Records for this exercise START

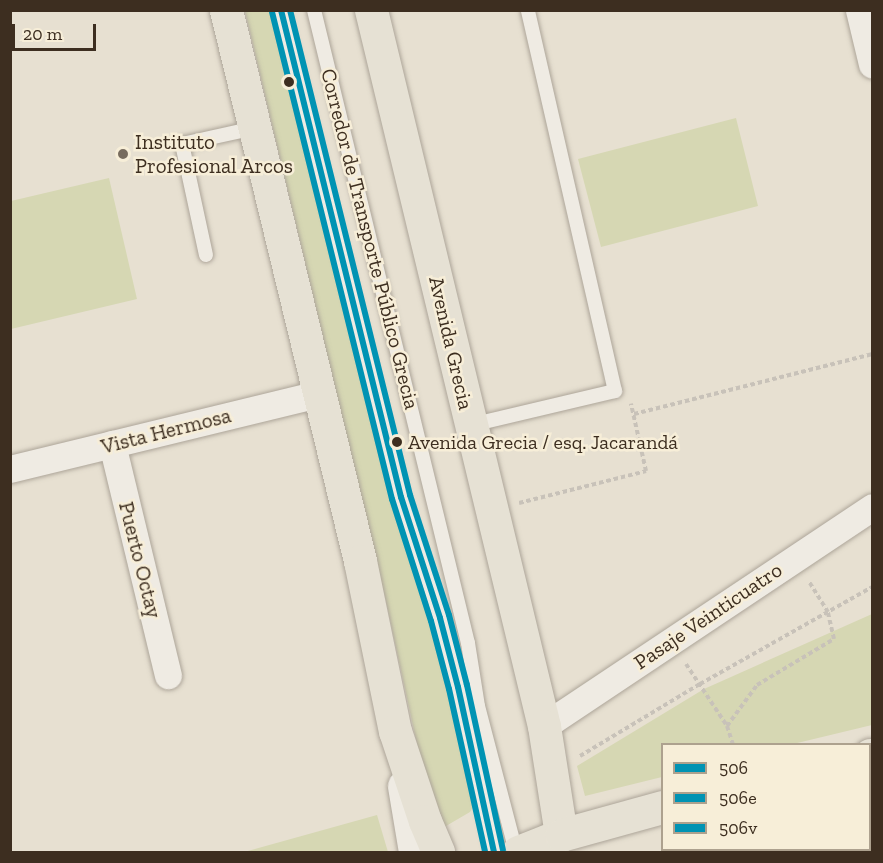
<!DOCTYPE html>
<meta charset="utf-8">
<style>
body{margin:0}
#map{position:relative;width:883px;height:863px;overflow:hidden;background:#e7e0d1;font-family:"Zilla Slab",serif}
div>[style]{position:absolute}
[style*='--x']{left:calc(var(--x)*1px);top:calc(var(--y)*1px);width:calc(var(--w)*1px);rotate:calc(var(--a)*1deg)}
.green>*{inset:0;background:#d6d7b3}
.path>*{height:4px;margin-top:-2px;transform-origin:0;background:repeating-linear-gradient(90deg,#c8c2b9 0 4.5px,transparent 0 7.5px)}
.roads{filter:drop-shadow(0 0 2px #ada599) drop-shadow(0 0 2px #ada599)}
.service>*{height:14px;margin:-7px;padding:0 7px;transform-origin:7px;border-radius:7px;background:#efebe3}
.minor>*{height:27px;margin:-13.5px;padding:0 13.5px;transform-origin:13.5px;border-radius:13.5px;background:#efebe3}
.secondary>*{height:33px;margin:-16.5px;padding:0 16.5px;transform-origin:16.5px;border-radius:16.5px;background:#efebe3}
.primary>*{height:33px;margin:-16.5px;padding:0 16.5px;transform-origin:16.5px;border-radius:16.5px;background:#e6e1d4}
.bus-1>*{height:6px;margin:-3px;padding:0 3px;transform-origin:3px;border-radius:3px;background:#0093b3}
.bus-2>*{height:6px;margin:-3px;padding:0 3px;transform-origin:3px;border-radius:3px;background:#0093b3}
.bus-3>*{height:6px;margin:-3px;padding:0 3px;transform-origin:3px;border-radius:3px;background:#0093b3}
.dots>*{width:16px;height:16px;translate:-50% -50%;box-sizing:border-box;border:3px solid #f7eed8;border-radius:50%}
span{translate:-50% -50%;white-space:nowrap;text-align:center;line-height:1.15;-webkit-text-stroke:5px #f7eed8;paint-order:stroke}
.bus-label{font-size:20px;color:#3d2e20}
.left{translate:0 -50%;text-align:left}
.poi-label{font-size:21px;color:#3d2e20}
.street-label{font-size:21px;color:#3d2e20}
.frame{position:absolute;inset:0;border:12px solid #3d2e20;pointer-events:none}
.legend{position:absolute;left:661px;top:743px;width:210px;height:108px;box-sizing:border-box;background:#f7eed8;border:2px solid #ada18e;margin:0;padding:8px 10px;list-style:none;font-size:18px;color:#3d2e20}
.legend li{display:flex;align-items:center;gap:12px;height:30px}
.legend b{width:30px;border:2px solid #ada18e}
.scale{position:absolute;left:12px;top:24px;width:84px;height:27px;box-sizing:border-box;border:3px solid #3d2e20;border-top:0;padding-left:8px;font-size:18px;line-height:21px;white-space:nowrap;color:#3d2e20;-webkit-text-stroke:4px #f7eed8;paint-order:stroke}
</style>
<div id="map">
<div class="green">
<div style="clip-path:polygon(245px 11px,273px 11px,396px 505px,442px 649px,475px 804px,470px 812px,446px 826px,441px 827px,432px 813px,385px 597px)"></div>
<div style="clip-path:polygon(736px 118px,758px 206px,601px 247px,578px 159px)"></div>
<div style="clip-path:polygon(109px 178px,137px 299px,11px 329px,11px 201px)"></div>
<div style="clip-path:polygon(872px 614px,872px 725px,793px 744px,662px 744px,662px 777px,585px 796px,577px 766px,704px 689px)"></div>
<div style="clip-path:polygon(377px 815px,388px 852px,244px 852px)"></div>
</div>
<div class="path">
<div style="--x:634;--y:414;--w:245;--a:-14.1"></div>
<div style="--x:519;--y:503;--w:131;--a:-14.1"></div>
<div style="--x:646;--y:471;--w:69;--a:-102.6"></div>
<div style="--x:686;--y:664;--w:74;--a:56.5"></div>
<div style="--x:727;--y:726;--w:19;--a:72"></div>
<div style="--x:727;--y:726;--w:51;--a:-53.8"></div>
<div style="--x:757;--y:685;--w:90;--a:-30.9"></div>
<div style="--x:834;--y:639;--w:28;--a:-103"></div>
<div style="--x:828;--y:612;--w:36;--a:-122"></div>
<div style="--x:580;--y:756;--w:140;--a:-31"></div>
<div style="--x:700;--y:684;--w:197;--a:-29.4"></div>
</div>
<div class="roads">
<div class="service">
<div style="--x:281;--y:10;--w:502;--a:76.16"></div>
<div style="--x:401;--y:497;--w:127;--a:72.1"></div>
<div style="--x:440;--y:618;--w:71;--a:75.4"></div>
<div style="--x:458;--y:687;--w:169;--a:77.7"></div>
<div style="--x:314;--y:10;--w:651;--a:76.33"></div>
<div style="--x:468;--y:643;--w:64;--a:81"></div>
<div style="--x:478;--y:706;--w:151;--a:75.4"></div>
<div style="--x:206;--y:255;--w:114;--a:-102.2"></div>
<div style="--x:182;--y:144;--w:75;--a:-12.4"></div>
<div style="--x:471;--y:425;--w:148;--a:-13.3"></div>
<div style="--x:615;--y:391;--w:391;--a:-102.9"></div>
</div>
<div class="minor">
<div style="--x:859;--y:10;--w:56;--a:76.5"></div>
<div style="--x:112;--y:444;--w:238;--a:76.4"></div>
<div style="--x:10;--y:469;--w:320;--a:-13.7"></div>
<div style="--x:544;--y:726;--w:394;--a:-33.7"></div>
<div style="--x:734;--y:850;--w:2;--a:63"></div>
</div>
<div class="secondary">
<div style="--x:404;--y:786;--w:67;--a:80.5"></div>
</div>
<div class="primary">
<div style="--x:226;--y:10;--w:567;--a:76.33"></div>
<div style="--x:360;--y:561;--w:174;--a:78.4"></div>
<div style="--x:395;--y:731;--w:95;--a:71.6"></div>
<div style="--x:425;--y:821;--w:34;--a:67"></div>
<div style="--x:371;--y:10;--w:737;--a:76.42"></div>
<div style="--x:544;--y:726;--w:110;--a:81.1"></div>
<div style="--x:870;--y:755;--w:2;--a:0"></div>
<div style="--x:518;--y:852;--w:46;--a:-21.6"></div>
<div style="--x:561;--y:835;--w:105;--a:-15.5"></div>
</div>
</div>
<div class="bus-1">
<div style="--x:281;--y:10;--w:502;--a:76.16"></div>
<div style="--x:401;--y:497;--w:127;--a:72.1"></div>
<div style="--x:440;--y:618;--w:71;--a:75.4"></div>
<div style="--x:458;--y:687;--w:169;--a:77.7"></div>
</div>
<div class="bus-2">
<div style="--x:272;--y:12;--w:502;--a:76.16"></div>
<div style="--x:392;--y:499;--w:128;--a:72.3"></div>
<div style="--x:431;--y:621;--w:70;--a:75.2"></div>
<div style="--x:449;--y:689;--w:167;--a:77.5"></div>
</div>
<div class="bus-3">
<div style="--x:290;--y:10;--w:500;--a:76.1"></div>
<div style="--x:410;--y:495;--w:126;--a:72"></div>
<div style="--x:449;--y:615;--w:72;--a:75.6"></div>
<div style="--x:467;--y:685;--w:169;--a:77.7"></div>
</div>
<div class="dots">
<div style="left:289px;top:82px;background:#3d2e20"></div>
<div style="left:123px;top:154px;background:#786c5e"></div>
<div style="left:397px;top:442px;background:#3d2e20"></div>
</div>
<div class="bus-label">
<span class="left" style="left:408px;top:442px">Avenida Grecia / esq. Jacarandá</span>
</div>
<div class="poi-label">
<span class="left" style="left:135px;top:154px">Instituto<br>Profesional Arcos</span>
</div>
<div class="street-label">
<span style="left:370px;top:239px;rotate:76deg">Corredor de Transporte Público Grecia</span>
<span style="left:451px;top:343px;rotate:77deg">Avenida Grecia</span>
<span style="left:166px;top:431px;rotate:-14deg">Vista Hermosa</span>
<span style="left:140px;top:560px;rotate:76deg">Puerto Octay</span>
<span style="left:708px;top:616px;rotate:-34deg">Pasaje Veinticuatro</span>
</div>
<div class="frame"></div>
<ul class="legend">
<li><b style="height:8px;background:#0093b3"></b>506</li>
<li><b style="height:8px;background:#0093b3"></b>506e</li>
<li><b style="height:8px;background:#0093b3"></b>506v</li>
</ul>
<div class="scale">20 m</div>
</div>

Records for this exercise END
Records for this exercise START

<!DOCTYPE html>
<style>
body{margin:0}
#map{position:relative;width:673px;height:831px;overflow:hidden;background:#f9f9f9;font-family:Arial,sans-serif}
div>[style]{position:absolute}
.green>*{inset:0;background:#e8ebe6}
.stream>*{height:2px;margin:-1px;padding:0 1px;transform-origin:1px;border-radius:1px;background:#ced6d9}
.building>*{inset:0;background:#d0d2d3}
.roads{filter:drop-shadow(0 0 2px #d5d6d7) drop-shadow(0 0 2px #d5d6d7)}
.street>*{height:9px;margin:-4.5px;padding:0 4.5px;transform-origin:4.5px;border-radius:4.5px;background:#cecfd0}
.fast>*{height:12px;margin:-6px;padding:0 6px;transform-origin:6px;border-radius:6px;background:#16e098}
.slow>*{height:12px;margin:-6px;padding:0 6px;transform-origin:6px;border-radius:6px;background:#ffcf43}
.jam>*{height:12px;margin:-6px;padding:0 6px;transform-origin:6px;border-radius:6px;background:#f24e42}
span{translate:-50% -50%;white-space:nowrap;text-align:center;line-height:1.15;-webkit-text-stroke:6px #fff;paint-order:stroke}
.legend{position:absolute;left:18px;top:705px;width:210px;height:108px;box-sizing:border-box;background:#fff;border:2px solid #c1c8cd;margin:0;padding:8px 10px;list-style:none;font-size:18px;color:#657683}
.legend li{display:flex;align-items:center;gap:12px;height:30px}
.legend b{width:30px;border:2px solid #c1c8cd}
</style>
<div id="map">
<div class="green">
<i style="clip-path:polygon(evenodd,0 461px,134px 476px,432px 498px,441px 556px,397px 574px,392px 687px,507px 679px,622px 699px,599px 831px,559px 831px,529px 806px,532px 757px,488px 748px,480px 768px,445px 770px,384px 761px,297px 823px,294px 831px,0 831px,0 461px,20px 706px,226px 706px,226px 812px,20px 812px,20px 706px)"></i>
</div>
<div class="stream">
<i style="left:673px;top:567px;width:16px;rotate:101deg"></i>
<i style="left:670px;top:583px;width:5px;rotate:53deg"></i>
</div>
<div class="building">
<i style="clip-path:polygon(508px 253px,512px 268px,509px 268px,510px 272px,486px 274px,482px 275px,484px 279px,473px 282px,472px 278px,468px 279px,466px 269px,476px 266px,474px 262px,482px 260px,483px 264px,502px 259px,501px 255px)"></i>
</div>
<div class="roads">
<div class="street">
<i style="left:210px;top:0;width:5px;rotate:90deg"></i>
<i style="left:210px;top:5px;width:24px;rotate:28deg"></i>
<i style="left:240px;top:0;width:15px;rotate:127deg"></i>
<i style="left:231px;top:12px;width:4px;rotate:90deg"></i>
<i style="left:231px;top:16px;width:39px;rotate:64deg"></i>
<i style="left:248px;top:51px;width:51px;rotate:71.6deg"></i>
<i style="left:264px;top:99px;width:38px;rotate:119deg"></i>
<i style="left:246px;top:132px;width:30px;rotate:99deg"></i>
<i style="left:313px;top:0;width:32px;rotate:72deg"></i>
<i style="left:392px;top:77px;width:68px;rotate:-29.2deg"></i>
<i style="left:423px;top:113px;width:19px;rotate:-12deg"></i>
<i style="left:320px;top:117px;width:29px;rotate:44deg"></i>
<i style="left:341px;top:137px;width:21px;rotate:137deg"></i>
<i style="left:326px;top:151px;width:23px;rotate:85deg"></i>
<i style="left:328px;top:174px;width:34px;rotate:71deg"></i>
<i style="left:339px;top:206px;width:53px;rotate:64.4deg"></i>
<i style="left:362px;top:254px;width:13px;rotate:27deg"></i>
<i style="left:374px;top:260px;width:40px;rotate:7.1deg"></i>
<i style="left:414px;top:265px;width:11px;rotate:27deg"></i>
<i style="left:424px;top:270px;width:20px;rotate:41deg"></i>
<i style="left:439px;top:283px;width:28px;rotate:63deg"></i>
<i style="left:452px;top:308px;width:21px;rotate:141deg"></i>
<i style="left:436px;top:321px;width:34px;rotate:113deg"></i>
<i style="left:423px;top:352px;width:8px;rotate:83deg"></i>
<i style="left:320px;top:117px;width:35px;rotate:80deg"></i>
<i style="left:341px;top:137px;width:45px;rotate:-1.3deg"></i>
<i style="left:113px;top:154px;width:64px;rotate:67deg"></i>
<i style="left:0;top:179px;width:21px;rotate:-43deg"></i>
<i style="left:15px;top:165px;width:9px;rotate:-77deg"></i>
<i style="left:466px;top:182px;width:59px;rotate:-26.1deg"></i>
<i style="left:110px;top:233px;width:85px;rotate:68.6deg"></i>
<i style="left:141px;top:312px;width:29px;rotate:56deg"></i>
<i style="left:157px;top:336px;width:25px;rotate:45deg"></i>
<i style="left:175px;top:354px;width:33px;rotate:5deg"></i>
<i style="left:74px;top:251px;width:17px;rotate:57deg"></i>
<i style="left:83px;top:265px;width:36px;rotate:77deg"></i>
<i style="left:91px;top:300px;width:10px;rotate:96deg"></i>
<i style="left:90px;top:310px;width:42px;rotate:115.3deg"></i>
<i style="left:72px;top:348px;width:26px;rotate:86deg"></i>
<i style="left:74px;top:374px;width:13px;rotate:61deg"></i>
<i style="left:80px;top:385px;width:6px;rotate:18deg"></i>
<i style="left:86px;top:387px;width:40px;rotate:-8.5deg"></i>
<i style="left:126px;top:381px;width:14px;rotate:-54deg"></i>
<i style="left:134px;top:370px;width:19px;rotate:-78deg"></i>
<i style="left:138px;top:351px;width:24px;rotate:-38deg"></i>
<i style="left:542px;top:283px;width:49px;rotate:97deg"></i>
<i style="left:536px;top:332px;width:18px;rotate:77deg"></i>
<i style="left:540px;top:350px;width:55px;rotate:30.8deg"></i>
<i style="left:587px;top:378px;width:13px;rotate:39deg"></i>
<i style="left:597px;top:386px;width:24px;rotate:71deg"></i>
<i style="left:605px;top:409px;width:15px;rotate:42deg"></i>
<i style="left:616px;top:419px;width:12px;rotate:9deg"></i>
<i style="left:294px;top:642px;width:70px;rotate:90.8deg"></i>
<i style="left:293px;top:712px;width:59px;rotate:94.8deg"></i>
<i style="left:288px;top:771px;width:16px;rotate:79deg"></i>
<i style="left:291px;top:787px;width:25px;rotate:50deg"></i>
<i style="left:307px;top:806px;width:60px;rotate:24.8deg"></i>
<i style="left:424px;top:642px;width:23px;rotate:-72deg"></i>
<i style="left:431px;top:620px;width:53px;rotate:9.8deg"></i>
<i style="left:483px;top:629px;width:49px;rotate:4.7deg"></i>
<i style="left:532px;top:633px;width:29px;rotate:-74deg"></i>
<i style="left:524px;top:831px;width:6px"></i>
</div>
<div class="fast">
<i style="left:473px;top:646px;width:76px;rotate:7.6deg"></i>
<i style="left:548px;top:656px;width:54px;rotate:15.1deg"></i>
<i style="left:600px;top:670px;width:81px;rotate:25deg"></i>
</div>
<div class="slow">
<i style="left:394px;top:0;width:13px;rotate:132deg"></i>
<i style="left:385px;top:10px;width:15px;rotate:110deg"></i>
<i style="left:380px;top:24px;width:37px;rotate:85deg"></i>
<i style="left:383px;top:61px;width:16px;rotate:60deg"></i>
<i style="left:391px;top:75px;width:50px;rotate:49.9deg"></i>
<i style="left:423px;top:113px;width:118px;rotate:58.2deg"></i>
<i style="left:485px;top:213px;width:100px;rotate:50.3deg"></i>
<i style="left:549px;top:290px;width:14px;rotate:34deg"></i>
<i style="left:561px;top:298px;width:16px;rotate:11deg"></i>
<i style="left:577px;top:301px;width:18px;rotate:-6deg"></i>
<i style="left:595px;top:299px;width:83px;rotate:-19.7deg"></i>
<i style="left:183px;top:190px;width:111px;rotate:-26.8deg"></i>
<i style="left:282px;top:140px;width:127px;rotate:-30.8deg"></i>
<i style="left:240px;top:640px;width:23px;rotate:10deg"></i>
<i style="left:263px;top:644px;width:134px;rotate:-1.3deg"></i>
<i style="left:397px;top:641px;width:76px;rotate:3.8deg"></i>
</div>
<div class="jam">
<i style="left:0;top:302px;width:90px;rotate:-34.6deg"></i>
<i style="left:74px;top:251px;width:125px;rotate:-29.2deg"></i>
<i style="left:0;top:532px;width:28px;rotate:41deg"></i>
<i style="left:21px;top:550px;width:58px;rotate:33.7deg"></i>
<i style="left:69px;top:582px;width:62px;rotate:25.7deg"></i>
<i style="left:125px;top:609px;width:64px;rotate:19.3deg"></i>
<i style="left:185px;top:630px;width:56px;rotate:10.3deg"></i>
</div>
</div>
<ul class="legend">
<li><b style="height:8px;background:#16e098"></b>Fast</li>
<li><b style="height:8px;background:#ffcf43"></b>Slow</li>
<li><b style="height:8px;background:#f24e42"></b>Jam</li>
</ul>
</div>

Records for this exercise END

Exercise ->
Going through the records above, state how many lines include the word "stream", and give no other text.

Answer space ->
2